Which lines of the data below contain "function"? Please show them all.

========================================================================

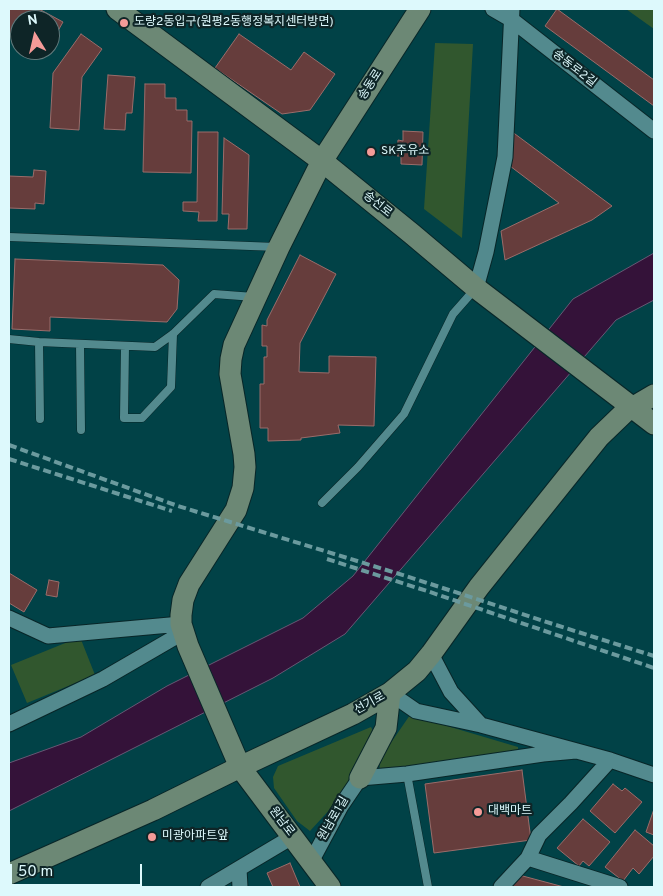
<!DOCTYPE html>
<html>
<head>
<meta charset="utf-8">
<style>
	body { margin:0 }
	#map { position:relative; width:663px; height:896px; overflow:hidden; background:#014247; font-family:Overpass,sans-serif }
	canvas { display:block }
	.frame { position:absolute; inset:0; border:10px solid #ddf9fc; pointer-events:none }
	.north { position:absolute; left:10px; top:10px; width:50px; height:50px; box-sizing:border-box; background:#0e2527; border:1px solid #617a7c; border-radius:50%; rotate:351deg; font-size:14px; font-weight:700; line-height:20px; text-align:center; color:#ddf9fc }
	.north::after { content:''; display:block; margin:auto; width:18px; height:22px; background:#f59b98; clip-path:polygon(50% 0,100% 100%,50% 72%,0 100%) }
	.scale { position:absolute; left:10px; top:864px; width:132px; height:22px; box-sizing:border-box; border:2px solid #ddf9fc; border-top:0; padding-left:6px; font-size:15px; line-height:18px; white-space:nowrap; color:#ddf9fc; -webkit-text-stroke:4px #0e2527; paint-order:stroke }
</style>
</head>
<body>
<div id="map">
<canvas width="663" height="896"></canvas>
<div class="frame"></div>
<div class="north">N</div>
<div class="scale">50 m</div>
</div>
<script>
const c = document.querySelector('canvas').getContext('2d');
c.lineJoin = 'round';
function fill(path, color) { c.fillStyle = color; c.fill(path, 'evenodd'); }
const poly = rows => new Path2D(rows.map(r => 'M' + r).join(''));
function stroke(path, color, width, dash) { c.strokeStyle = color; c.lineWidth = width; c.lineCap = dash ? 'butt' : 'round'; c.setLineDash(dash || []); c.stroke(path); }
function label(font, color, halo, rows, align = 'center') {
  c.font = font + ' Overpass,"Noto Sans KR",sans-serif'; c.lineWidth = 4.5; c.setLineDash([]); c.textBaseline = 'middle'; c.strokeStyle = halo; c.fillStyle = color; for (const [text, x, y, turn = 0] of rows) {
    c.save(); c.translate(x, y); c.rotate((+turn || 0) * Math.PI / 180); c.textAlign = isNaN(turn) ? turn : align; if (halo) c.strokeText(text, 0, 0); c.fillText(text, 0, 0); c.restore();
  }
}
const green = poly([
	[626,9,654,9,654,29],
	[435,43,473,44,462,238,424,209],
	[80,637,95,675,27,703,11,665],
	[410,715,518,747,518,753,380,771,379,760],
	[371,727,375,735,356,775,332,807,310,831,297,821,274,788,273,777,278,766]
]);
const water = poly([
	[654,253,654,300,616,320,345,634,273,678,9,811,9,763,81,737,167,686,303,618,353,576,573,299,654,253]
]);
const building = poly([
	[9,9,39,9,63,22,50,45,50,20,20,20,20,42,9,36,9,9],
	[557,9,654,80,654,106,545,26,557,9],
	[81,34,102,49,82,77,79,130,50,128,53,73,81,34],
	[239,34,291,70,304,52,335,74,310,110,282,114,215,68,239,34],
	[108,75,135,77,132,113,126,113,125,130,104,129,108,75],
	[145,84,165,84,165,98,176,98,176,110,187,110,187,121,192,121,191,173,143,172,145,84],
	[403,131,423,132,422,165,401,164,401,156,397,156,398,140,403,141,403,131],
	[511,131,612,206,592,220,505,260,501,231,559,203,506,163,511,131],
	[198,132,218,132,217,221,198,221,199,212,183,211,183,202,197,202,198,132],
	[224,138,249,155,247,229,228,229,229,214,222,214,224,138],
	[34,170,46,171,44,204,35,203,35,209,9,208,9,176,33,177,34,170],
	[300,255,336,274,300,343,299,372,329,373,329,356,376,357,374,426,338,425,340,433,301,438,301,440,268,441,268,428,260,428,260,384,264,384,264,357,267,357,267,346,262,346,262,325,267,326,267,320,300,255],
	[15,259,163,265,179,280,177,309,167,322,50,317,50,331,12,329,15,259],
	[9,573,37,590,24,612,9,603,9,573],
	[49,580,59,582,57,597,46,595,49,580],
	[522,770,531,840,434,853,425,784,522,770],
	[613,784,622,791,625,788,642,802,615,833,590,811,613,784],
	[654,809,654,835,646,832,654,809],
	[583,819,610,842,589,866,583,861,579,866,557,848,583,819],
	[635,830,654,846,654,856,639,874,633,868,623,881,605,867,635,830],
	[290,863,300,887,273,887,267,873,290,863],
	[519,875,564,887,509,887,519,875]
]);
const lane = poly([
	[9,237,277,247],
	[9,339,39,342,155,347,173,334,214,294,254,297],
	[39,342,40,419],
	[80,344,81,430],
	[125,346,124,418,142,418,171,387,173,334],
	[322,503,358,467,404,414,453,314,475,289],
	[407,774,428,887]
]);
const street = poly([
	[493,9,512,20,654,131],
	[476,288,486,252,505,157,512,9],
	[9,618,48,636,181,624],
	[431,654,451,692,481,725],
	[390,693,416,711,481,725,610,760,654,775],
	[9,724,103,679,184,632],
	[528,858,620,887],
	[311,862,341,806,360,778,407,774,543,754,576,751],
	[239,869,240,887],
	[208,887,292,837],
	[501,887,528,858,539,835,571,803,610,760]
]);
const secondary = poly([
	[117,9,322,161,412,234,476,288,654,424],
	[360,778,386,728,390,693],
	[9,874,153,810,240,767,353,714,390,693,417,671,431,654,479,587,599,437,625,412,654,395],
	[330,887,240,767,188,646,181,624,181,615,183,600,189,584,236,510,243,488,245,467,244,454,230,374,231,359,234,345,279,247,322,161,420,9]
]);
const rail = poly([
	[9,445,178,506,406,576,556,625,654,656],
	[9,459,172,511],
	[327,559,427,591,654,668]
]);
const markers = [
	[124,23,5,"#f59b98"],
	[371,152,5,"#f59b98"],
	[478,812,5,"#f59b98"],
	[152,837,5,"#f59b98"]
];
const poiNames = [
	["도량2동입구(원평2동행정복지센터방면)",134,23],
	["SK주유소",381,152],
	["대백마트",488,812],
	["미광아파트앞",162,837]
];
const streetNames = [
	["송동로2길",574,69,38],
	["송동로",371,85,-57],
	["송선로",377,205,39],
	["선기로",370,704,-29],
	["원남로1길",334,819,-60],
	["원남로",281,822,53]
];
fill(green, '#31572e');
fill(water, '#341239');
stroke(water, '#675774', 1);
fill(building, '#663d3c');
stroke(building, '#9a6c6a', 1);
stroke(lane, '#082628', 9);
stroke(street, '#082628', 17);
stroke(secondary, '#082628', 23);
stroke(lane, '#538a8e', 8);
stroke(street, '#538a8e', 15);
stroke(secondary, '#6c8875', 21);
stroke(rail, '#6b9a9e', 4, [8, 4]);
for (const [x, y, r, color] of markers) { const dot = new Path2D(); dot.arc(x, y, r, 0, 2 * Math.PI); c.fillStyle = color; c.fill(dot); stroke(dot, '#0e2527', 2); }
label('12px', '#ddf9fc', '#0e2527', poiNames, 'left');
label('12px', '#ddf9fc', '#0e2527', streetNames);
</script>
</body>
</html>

========================================================================

> **Completed task**:
function fill(path, color) { c.fillStyle = color; c.fill(path, 'evenodd'); }
function stroke(path, color, width, dash) { c.strokeStyle = color; c.lineWidth = width; c.lineCap = dash ? 'butt' : 'round'; c.setLineDash(dash || []); c.stroke(path); }
function label(font, color, halo, rows, align = 'center') {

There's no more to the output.